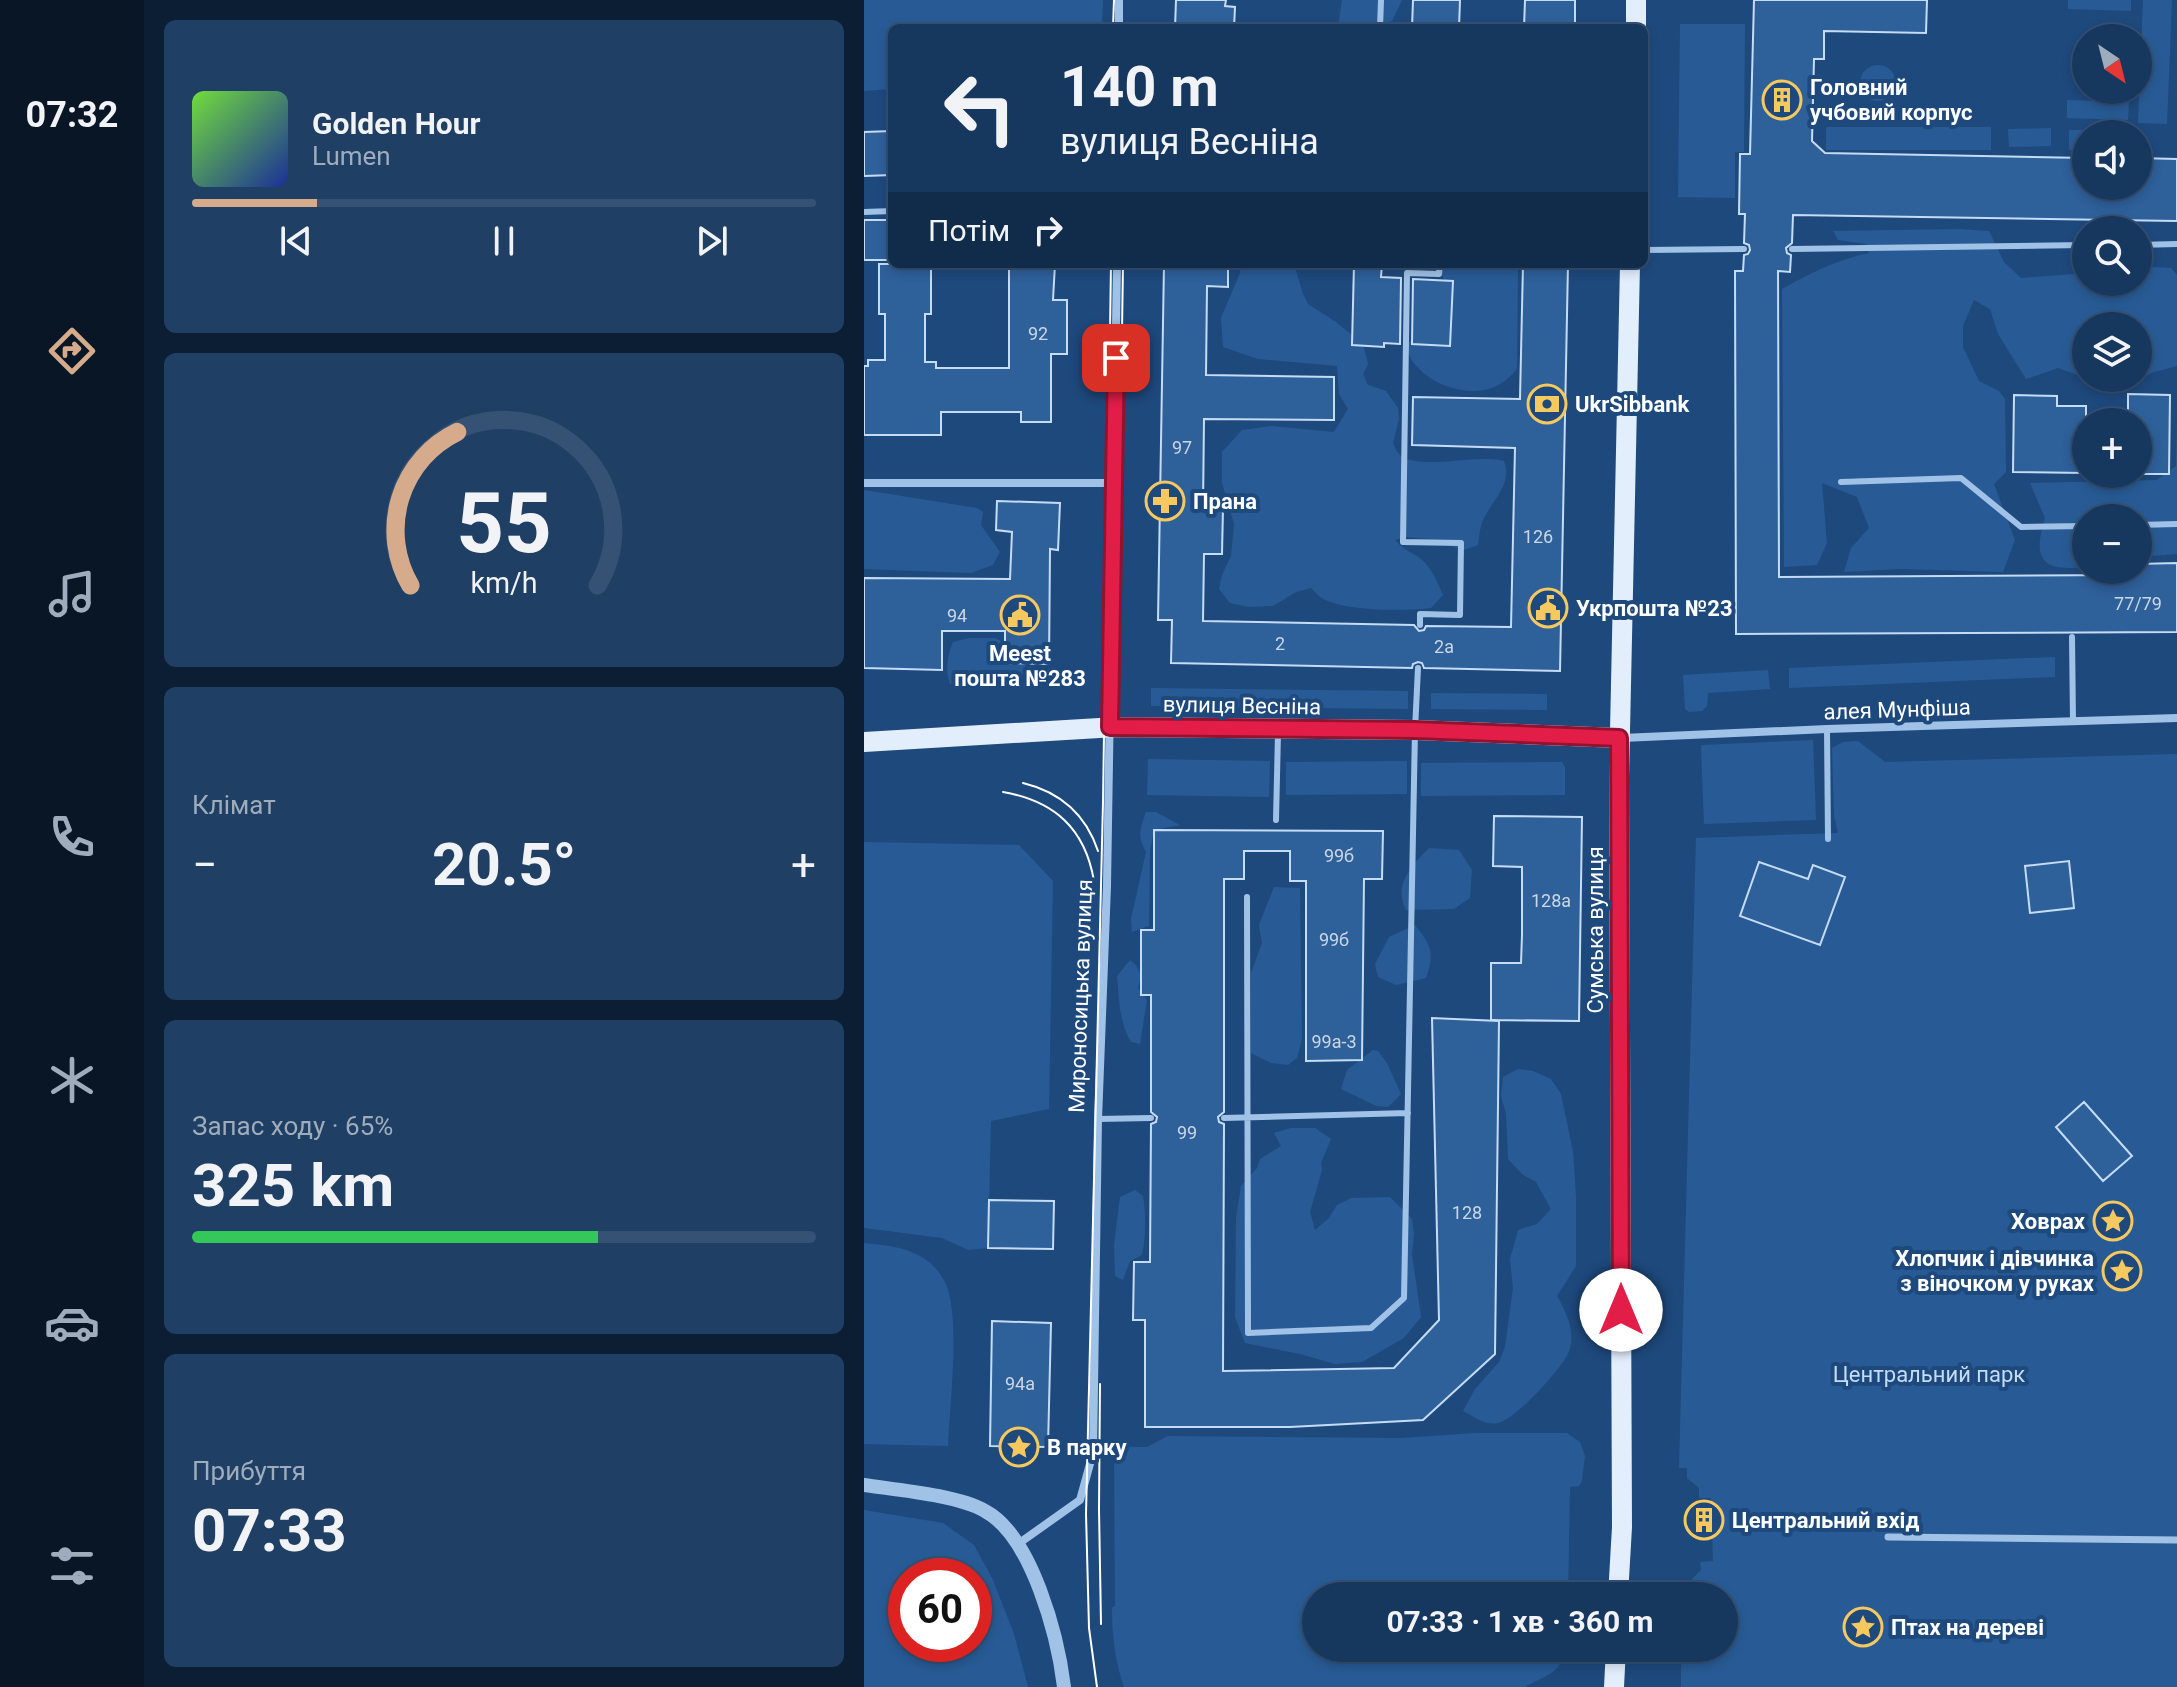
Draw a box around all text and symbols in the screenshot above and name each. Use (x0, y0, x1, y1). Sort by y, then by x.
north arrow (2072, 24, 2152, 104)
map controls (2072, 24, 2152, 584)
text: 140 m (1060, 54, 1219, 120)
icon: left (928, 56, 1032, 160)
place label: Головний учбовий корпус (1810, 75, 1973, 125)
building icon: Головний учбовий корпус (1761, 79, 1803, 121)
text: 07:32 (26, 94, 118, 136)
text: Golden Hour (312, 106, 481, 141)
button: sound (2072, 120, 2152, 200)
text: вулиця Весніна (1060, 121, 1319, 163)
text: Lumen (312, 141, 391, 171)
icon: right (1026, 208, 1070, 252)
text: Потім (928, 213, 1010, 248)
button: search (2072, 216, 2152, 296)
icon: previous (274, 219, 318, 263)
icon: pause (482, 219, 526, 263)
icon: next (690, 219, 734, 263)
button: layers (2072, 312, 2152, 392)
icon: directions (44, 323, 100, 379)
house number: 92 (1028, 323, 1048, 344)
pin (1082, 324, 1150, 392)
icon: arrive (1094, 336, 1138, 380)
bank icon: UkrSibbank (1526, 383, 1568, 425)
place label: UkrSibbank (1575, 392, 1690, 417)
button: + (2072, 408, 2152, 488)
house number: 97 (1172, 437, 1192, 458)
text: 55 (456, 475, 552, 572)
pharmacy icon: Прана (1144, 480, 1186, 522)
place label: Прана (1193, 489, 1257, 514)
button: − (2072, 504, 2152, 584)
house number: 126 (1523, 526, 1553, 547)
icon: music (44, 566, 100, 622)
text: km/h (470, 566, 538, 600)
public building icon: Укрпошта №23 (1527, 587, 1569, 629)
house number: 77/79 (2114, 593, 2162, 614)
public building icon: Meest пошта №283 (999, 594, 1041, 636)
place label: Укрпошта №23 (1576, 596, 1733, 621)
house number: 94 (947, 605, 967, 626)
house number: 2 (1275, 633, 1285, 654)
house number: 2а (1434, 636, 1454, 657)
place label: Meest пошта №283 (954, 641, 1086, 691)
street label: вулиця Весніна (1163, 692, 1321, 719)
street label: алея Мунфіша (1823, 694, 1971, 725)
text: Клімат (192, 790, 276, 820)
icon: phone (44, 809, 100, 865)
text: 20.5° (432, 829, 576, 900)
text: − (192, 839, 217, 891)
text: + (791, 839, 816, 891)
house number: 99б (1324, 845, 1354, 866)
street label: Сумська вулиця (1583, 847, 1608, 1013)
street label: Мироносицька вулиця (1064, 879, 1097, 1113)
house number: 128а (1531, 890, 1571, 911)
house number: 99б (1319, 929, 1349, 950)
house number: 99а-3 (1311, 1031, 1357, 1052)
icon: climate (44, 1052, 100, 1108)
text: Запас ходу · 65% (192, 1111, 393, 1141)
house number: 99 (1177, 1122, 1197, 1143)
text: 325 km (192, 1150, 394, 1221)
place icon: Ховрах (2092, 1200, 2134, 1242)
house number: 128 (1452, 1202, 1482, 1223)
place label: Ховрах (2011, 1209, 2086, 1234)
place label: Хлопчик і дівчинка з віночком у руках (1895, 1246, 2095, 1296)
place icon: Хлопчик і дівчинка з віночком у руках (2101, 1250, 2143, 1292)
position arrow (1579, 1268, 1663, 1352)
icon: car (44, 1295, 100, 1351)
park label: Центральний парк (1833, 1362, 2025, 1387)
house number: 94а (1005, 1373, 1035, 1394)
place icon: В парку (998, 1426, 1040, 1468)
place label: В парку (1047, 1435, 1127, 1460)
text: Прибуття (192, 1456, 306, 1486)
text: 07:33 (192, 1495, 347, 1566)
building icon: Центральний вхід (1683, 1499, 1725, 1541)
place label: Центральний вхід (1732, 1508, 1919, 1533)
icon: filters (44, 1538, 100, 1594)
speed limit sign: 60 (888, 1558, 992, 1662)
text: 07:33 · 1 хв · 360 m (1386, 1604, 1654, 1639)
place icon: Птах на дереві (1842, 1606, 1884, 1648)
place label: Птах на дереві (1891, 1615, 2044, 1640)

------------------------------------------------------------

> TASK TO COMPLETE
Look through the material and copy each line that has "UkrSibbank".

> WRITTEN RESPONSE
bank icon: UkrSibbank (1526, 383, 1568, 425)
place label: UkrSibbank (1575, 392, 1690, 417)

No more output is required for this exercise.